## Brief
Nothing but the lines from the top of the records through the line with "0 5px,transparent 0" should be returned, exactly, and without pictures.

## Records provided
□ □ □ □ □ □ □

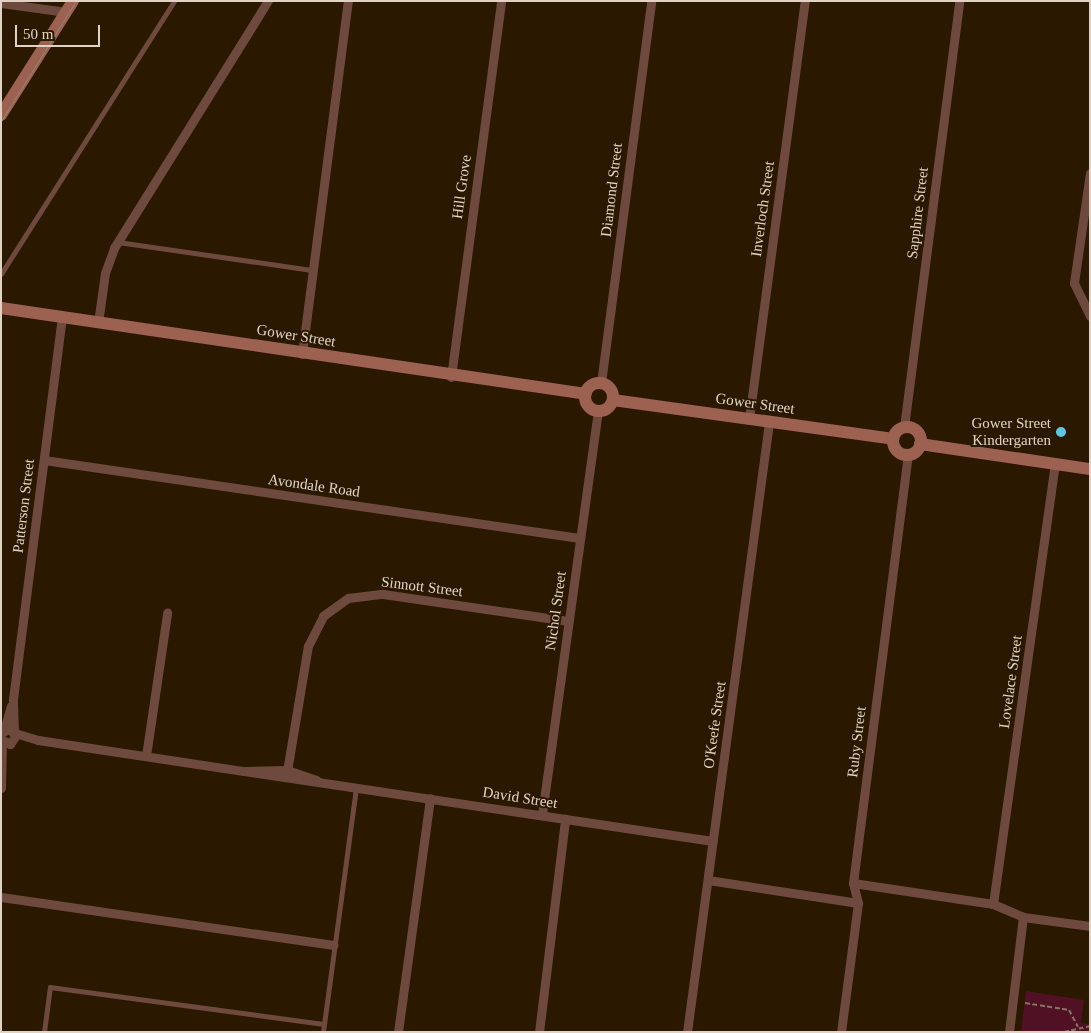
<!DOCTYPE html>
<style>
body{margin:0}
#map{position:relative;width:1091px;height:1033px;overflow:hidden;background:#2b1801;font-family:"Times New Roman",serif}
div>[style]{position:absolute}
.green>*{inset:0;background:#511125}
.path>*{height:2px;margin-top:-1px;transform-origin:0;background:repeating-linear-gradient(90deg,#847461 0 5px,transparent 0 7.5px)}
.lane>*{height:4.5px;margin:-2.25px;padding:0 2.25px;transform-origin:2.25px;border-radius:2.25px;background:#6e493e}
.street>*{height:9px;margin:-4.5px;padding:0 4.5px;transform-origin:4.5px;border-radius:4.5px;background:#6e493e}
.secondary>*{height:12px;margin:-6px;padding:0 6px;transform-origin:6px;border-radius:6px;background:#9c6150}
.secondary>.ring{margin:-6px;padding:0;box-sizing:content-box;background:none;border:12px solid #9c6150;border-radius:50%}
.tram>*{height:1px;margin:-0.5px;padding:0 0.5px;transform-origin:0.5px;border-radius:0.5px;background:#938472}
.dots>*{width:14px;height:14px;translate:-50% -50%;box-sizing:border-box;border:2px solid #2b1801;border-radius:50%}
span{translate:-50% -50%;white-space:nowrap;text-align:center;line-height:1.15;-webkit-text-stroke:4px #2b1801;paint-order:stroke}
.street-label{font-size:15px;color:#e0d3c5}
.poi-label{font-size:15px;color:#e0d3c5}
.right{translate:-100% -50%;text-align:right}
.frame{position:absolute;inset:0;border:2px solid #e0d3c5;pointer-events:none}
.scale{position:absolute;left:15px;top:25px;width:85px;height:22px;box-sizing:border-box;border:2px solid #e0d3c5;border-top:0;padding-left:6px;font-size:15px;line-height:18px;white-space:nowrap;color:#e0d3c5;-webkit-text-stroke:4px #2b1801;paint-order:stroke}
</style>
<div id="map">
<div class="green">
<i style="clip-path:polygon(1026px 991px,1084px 1000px,1081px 1023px,1090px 1025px,1090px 1032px,1021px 1032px)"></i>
</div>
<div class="path">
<i style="left:1025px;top:1003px;width:45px;rotate:9deg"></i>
<i style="left:1069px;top:1010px;width:19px;rotate:62deg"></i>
<i style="left:1064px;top:1032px;width:27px;rotate:-13deg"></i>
</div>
<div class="lane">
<i style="left:118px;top:242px;width:197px;rotate:8.2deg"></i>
<i style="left:1px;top:274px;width:323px;rotate:-57.6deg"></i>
<i style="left:44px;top:1032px;width:45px;rotate:-82.4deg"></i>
<i style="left:50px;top:987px;width:276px;rotate:7.7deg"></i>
<i style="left:323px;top:1032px;width:246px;rotate:-82.3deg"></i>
</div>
<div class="street">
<i style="left:1px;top:3px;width:66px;rotate:7.9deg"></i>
<i style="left:1090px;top:173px;width:111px;rotate:98.3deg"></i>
<i style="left:1074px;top:283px;width:37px;rotate:64deg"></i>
<i style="left:98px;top:323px;width:50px;rotate:-82deg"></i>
<i style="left:105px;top:273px;width:27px;rotate:-70deg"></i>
<i style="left:114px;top:248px;width:291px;rotate:-58.1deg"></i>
<i style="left:302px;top:354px;width:356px;rotate:-82.6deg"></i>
<i style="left:451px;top:377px;width:379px;rotate:-82.4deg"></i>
<i style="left:601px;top:383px;width:385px;rotate:-82.5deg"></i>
<i style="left:749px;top:419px;width:422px;rotate:-82.4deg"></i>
<i style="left:904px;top:427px;width:430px;rotate:-82.6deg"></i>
<i style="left:44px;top:460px;width:541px;rotate:8.29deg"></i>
<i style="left:4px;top:730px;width:25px;rotate:-74deg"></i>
<i style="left:14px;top:732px;width:33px;rotate:-92deg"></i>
<i style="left:13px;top:699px;width:385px;rotate:-82.7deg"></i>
<i style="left:1px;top:733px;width:9px;rotate:-27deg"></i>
<i style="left:9px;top:729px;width:9px;rotate:41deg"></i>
<i style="left:16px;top:735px;width:11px;rotate:124deg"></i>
<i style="left:10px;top:744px;width:10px;rotate:-151deg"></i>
<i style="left:15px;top:733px;width:24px;rotate:17deg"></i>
<i style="left:38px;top:740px;width:208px;rotate:8.6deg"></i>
<i style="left:244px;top:771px;width:43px;rotate:-1.3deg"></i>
<i style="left:287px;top:770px;width:31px;rotate:19deg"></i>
<i style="left:146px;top:756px;width:145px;rotate:-81.6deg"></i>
<i style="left:244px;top:771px;width:474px;rotate:8.5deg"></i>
<i style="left:286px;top:777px;width:133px;rotate:-80.5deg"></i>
<i style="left:308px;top:646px;width:34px;rotate:-63deg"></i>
<i style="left:323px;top:616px;width:31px;rotate:-36deg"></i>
<i style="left:348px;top:598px;width:35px;rotate:-7deg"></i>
<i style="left:383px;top:594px;width:187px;rotate:8.3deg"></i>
<i style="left:1px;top:788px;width:47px;rotate:-88.8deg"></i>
<i style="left:542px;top:814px;width:407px;rotate:-82.1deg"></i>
<i style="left:708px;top:880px;width:152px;rotate:8.7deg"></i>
<i style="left:853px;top:883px;width:142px;rotate:8.5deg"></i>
<i style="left:993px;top:904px;width:33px;rotate:23deg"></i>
<i style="left:1023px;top:917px;width:68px;rotate:7.7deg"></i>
<i style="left:1px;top:897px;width:336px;rotate:8.2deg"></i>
<i style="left:993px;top:904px;width:444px;rotate:-82deg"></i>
<i style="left:398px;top:1032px;width:236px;rotate:-82.2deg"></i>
<i style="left:539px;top:1032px;width:215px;rotate:-83deg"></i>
<i style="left:687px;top:1032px;width:615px;rotate:-82.34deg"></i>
<i style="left:841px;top:1032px;width:130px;rotate:-82.5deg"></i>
<i style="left:858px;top:903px;width:21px;rotate:-104deg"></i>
<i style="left:853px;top:883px;width:433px;rotate:-82.7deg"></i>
<i style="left:1009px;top:1032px;width:116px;rotate:-83.1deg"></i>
</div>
<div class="secondary">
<i style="left:1px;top:115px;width:135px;rotate:-57.7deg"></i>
<i style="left:1px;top:308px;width:591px;rotate:8.36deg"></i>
<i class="ring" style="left:585px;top:383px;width:16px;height:16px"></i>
<i style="left:613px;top:400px;width:283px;rotate:7.9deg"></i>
<i class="ring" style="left:893px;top:427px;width:16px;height:16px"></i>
<i style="left:920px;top:444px;width:172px;rotate:8.4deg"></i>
</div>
<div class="tram">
<i style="left:1px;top:121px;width:142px;rotate:-58deg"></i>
</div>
<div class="dots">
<i style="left:1061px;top:432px;background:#5bc8e7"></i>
</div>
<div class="street-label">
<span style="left:462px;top:187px;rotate:-82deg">Hill Grove</span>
<span style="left:612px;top:190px;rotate:-83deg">Diamond Street</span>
<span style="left:763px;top:209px;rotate:-82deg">Inverloch Street</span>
<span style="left:918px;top:213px;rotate:-83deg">Sapphire Street</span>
<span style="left:296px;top:336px;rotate:9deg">Gower Street</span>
<span style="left:755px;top:404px;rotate:8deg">Gower Street</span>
<span style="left:314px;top:486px;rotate:8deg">Avondale Road</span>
<span style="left:24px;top:506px;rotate:-83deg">Patterson Street</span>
<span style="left:422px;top:587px;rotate:7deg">Sinnott Street</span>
<span style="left:556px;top:611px;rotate:-82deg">Nichol Street</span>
<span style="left:1011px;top:682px;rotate:-82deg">Lovelace Street</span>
<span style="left:715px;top:725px;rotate:-82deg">O'Keefe Street</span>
<span style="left:857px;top:742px;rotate:-83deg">Ruby Street</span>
<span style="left:520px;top:798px;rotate:9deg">David Street</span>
</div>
<div class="poi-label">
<span class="right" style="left:1051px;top:432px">Gower Street<br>Kindergarten</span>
</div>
<div class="frame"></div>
<div class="scale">50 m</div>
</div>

□ □ □ □ □ □ □

## Task solution
<!DOCTYPE html>
<style>
body{margin:0}
#map{position:relative;width:1091px;height:1033px;overflow:hidden;background:#2b1801;font-family:"Times New Roman",serif}
div>[style]{position:absolute}
.green>*{inset:0;background:#511125}
.path>*{height:2px;margin-top:-1px;transform-origin:0;background:repeating-linear-gradient(90deg,#847461 0 5px,transparent 0 7.5px)}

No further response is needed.